M: Okay, those with a two-boxing agent type don't win but the two-boxer isn't talking about agent types. They're talking about decisions. So they are interested in what aspects of the agent's winning can be attributed to their decision and they say that we can attribute the agent's winning to their decision if this is caused by their decision. This strikes me as quite a reasonable way to apportion the credit for various parts of the winning. (Of course, it could be said that the two-boxer is right but they are playing a pointless game and should instead be interested in winning simpliciter rather than winning decisions. If this is the claim then the argument is dissolved and there is no disagreement. But I take it this is not the claim).
O: But this is a strange convoluted definition of winning. The agent ends up worse off than one-boxing agents so it must be a convoluted definition of winning that says that two-boxing is the winning decision.

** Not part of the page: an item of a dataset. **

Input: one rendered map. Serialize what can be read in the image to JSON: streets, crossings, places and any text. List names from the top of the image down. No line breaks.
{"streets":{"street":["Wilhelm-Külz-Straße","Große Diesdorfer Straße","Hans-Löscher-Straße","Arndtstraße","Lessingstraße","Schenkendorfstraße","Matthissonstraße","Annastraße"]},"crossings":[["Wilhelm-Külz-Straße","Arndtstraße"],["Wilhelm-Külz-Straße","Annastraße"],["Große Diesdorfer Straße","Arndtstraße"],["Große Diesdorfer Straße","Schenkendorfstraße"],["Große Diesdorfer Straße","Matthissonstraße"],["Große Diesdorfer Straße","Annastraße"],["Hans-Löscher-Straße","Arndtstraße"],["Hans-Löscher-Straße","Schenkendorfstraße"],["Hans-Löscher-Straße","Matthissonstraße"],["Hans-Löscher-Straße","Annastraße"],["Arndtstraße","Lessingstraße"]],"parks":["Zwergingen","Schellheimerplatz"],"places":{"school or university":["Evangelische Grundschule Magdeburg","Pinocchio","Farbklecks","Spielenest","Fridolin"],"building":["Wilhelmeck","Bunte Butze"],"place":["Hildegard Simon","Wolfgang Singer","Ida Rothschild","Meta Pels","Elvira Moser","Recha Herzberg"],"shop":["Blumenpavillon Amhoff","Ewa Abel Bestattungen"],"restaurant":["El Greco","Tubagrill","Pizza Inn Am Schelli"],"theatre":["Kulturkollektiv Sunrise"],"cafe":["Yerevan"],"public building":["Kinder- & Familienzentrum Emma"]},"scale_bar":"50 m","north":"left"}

M: Hmm, maybe... But I'm worried that relevant distinctions aren't being made here (you've started talking about winning agents rather than winning decisions). The two-boxer relies on the same definition of winning as you and so agrees that the one-boxing agent is the winning agent. They just disagree about how to attribute winning to the agent's decisions (rather than to other features of the agent). And their way of doing this strikes me as quite a natural one. We credit the decision with the winning that it causes. Is this the source of my unwillingness to jump fully on board with your program? Do we simply disagree about the plausibility of this way of attributing winning to decisions?

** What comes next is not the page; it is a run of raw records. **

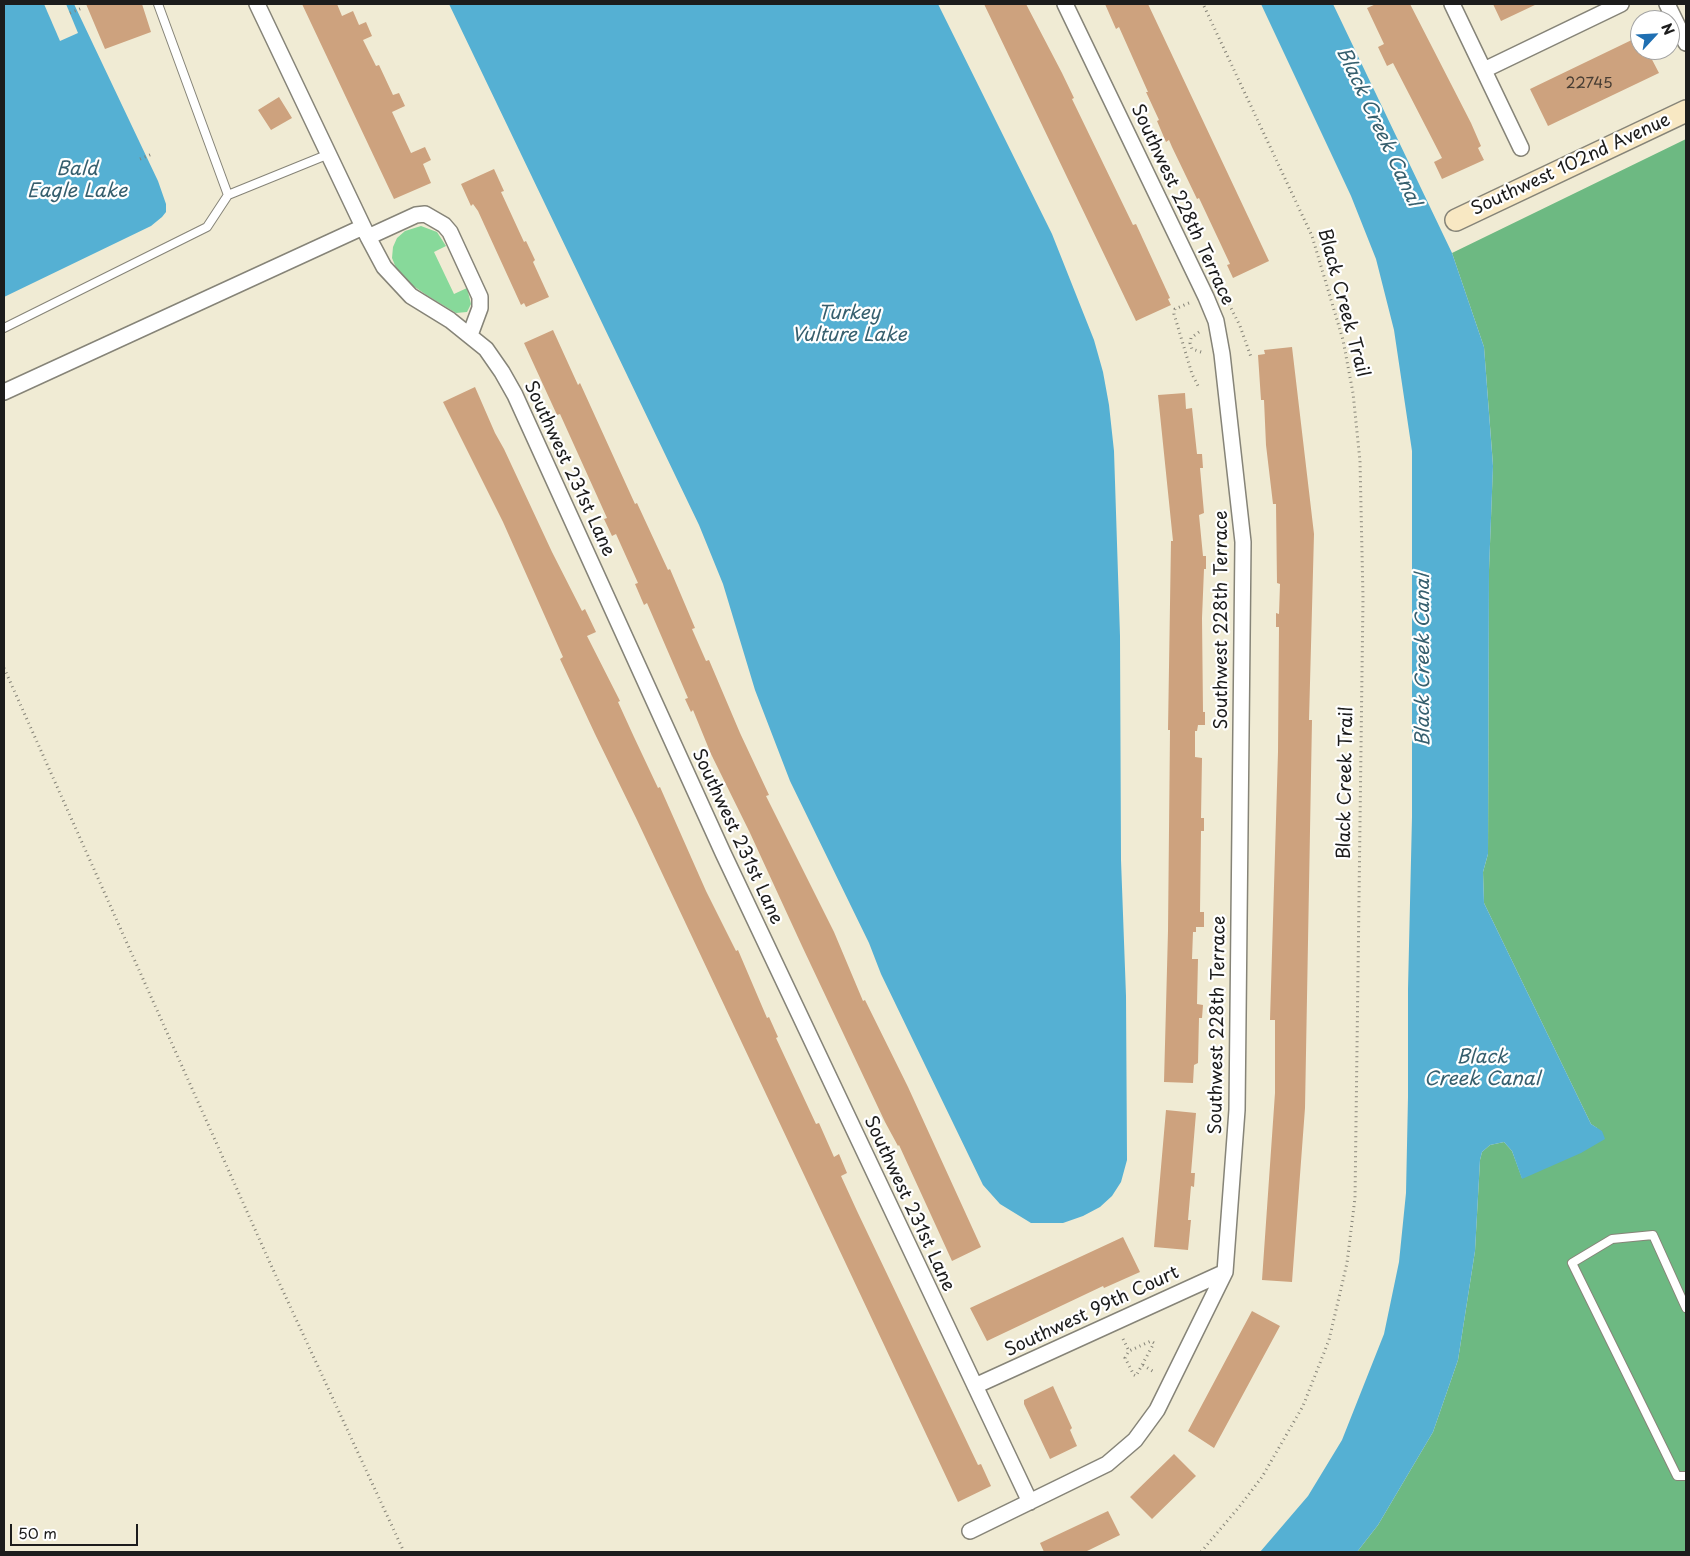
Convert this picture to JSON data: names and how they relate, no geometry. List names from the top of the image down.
{
  "streets": {
    "street": [
      "Southwest 102nd Avenue",
      "Southwest 228th Terrace",
      "Southwest 231st Lane",
      "Southwest 99th Court"
    ],
    "path": ["Black Creek Trail"]
  },
  "crossings": [
    ["Southwest 228th Terrace", "Southwest 99th Court"],
    ["Southwest 231st Lane", "Southwest 99th Court"]
  ],
  "water": ["Black Creek Canal", "Bald Eagle Lake", "Turkey Vulture Lake"],
  "house_numbers": ["22745"],
  "scale_bar": "50 m",
  "north": "top right"
}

Meta-comment (a): I don't know what to say here? Is this what's going on? Do people just intuitively feel that this is a crazy way to attribute winning to decisions? If so, can anyone suggest why I should adopt the one-boxer perspective on this?
O: But then the two-boxer has to rely on the claim that Newcomb's problem is "unfair" to explain why the two-boxing agent doesn't win. It seems absurd to say that a scenario like Newcomb's problem is unfair.
M: Well, the two-boxing agent means something very particular by "unfair". They simply mean that in this case the winning agent doesn't correspond to the winning decision. Further, they can explain why this is the case without saying anything that strikes me as crazy. They simply say that Newcomb's problem is a case where the agent's winnings can't entirely be attributed to the agent's decision (ignoring a constant value). But if something else (the agent's type at time of prediction) also influences the agent's winning in this case, why should it be a surprise that the winning agent and the winning decision come apart? I'm not saying the two-boxer is right here but they don't seem to me to be obviously wrong either...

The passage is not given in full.